Read through the listing and copy every line that contains the word "names".

Given information:
:::

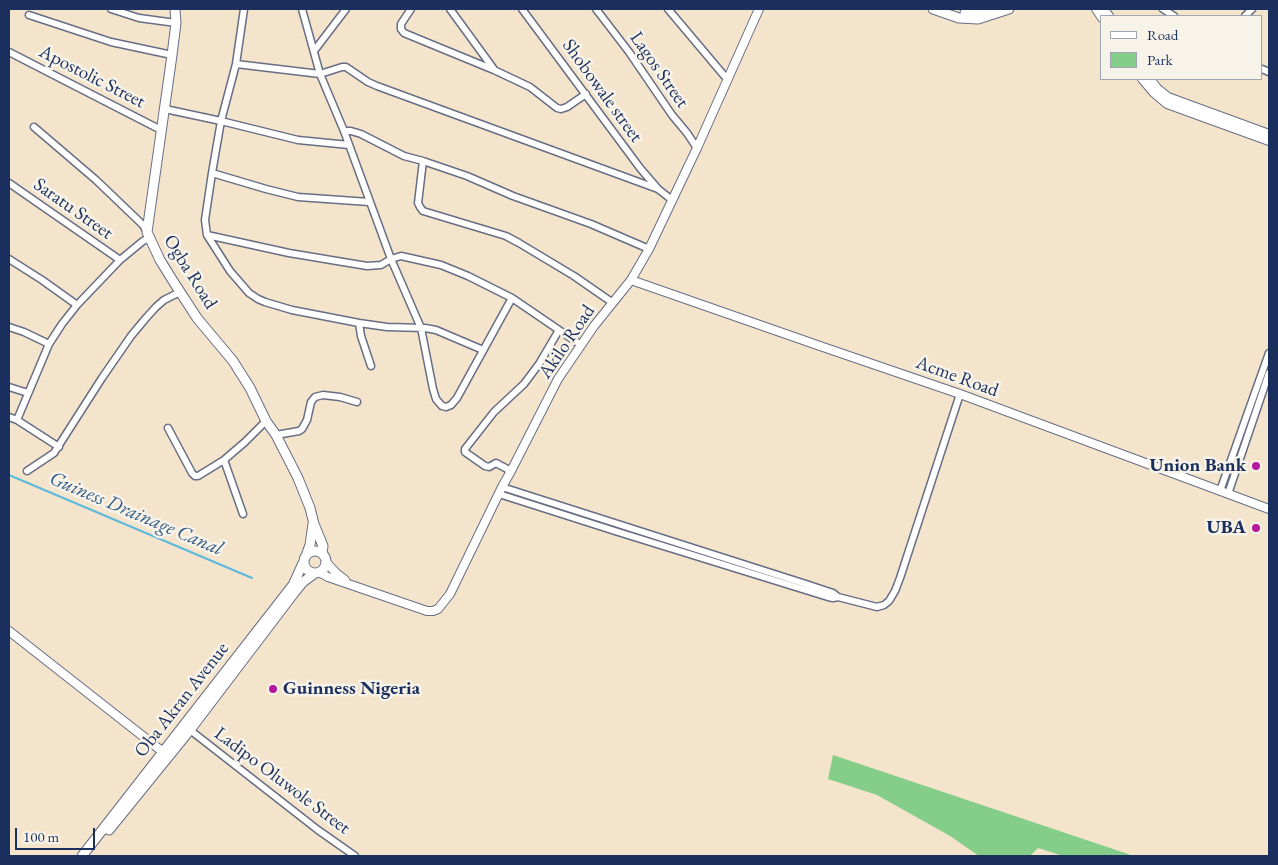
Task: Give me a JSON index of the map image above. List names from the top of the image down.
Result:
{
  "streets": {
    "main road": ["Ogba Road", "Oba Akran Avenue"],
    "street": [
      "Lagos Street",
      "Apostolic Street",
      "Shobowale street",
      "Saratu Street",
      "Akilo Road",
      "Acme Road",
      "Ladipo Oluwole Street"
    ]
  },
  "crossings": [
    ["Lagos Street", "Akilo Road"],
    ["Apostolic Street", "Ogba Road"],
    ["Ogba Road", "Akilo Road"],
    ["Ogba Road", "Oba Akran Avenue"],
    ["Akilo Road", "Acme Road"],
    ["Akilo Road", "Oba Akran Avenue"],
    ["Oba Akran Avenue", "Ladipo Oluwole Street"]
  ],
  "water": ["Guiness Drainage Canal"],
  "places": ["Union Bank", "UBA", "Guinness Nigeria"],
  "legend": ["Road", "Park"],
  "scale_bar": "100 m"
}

:::

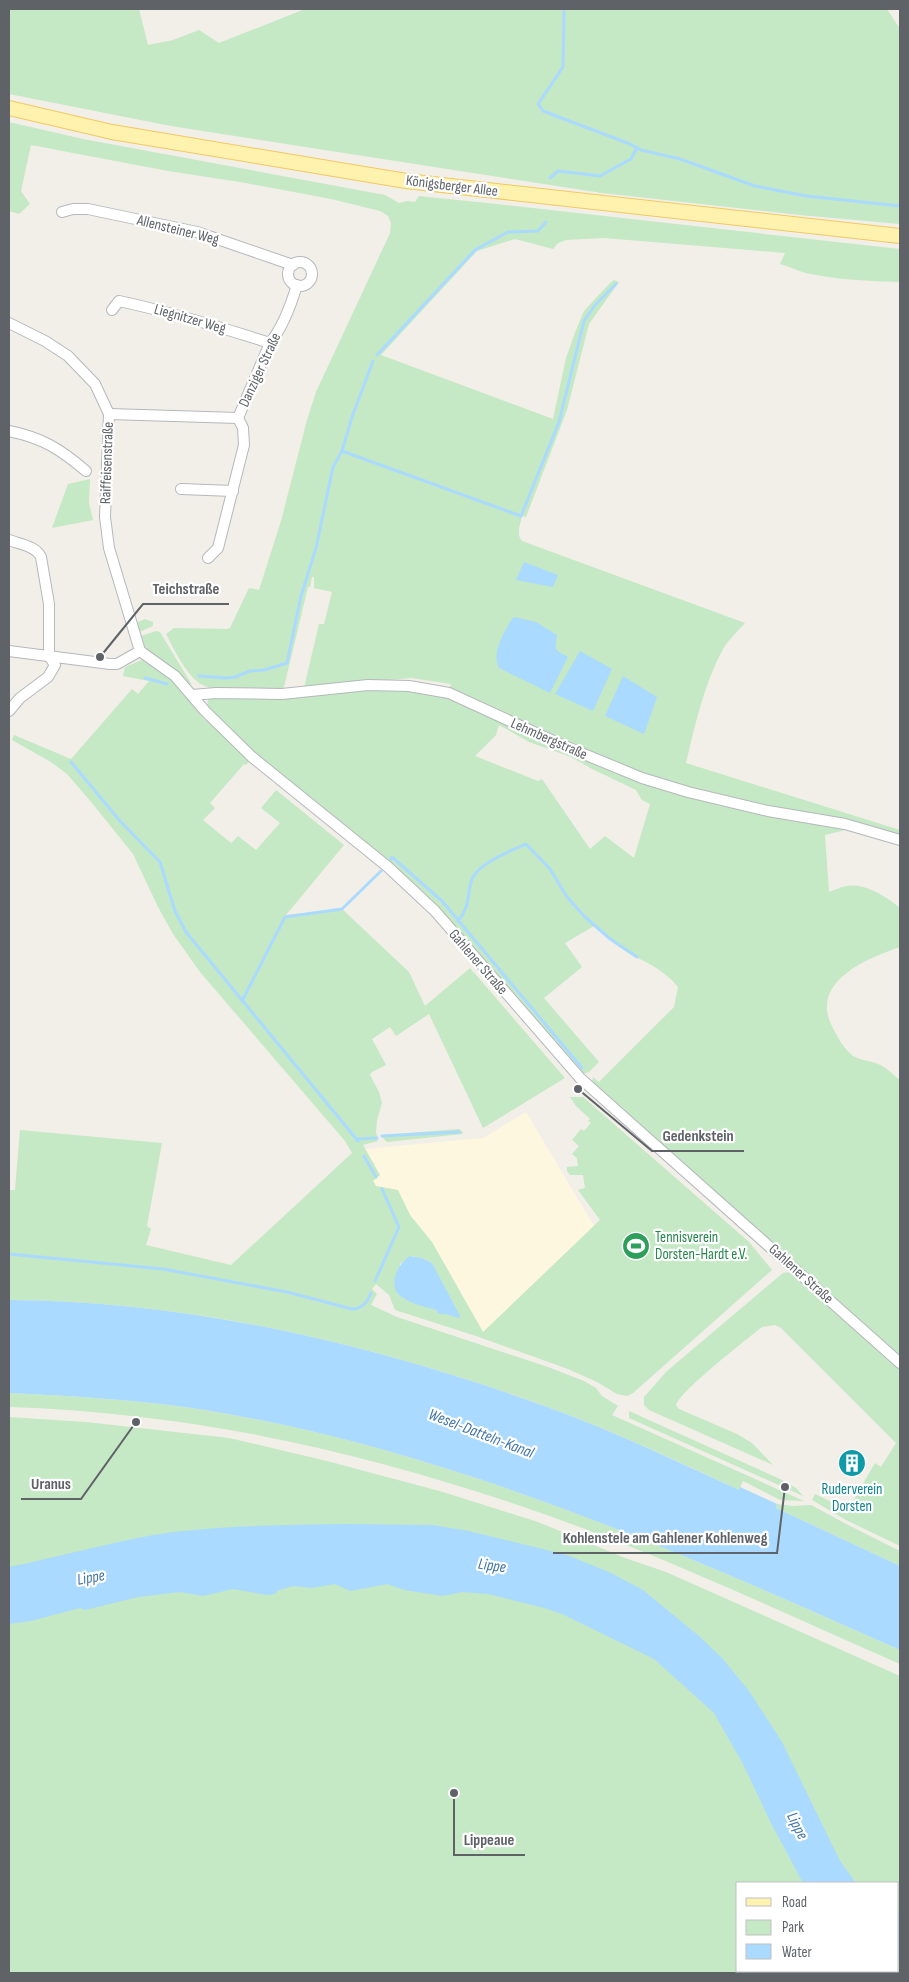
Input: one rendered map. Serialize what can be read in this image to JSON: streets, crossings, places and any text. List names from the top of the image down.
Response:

:::

Response to the task:
Task: Give me a JSON index of the map image above. List names from the top of the image down.
Input: one rendered map. Serialize what can be read in this image to JSON: streets, crossings, places and any text. List names from the top of the image down.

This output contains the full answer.